The EMT came around the back of the ambulance to check on her. ‘How are you feeling?’
‘Okay.’ Her head still throbbed, but the nausea was abating. ‘How’s my Jeep?’
‘I’m no mechanic, but it doesn’t look good, ma’am. I’m sure the detectives can give you a better idea. This is probably them now.’
Faith peered around the ambulance’s open door to see a black SUV rolling to a stop. The driver’s-side door opened and—
Holy hell. Faith’s eyes widened, her headache momentarily forgotten. It was a man. A really big man. Over six feet tall and broad-shouldered, he seemed to dwarf his vehicle. But it wasn’t his size that had her staring.
He was . . . different. She blinked hard, thinking she must have hit her head harder than she’d thought. But when she opened her eyes, he was still there, standing next to his SUV, doing a visual scan of the scene from behind the darkest wraparound sunglasses she’d ever seen.
His hair appeared to be white. Not the white blond that came from the sun, but the snow white that came with age, even though he looked no older than she was. It was cut short, the ends kicking up haphazardly all over his head, like a churned-up frozen sea. In stark contrast, his face was a warm bronze, broken only by the white goatee that framed an unsmiling mouth.
And the pièce de résistance . . . the unbuttoned black leather trench coat that hugged his shoulders like a glove, the tails whipping in the wind. He looked like he’d stepped out of an action movie.
If she hadn’t been in pain, she might have thought she was dreaming. Of course, she had hit her head, so hallucinations were still a possibility.
‘I think I might get that CAT scan after all,’ she murmured.
The EMT huffed a strained chuckle. ‘Maybe I’ll join you.’
‘He’s . . . real, then?’
‘Yes, ma’am. He is most definitely real.’
Chapter Four
Mt Carmel, Ohio, Monday 3 November, 5.32 P.M.
Special Agent Deacon Novak got out of his SUV, blinking rapidly against the sudden blast of cold air. They’d have a hard frost tonight. The victim had been discovered just in time.
A few more hours and she would have succumbed to exposure – if she hadn’t bled to death first. The young woman had been beaten, stabbed, shot, and then dumped in the middle of nowhere on the side of a road that did not appear to have been used in years.
Deacon had almost forgotten that places this isolated still existed so close to the city. The crowded Cincinnati suburb where he’d grown up was less than fifteen miles from here, but it felt more like a hundred. Here, the houses were few and far between, where those in his neighborhood were so close together that he’d only needed to open a window to talk to the cousin who’d lived right next door.
Here, there was no one to witness a young girl being dumped like garbage. In his neighborhood, there’d always been self-appointed sentries watching from lace-curtained windows, making sure that all the kids’ mothers knew every move they made.
They still did, in fact. The sentries had grown old, but they still watched the neighborhood with an eagle eye, still reporting misbehaviors. Deacon knew this because he and his sister, Dani, were now on the receiving end of their reports.
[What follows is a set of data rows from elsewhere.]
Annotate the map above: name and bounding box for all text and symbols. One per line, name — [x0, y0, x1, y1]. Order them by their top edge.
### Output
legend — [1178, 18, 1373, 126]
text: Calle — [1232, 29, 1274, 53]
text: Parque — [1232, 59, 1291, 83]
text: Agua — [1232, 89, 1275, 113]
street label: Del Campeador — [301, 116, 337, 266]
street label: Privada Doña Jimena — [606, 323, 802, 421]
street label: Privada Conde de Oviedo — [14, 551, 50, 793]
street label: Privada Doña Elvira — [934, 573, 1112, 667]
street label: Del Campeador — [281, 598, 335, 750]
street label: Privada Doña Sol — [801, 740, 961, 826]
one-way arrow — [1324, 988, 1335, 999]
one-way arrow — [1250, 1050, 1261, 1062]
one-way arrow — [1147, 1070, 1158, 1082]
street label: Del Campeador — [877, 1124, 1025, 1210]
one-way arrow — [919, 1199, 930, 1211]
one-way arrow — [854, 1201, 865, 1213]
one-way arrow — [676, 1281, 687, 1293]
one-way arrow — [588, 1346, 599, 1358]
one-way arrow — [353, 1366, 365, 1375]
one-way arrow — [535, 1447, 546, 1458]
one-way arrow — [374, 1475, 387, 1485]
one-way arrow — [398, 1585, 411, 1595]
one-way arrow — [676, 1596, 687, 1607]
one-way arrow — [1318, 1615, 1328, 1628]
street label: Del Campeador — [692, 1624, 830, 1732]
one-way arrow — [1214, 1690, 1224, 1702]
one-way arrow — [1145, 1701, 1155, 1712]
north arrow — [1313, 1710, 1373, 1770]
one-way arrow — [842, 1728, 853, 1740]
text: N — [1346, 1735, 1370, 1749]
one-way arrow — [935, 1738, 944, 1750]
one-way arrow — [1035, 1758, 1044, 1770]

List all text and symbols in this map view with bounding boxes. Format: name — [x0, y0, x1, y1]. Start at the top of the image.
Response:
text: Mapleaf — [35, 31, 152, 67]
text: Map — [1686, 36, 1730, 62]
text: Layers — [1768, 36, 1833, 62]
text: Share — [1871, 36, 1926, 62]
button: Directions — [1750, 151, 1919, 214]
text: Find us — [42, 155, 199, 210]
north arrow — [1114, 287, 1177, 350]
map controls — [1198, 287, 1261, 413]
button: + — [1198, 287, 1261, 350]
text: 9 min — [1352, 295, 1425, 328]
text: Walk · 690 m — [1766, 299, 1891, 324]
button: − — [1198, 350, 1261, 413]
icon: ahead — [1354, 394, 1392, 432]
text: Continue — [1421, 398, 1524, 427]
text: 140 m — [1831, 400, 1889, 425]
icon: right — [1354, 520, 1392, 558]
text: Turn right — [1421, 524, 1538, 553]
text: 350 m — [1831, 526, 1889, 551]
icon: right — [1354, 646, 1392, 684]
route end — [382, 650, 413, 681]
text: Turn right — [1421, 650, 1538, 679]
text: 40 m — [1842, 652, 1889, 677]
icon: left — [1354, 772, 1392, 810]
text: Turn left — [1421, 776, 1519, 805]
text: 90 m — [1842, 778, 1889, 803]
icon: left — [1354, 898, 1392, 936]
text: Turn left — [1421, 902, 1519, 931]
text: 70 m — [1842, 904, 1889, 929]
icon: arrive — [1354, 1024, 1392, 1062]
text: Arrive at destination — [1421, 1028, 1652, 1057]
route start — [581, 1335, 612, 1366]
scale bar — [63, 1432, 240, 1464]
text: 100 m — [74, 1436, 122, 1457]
Their younger brother had fallen in with a very bad crowd, and Aunt Tammy, who’d raised Greg from an infant after their mother died, was at the end of her rope. Which was why Deacon had come home, not just for a vacation or holiday, but permanently. There were details to work out, but it was nothing he and Dani hadn’t been able to handle.
Until this afternoon. God. Greg had gotten into trouble at school again, and what had started as a conversation nearly escalated into a brawl. The angry, ugly words that Deacon and his brother had shouted at each other still echoed in his mind. Deacon didn’t often lose his temper, but somehow Greg managed to push every single one of his buttons with a simple smirk.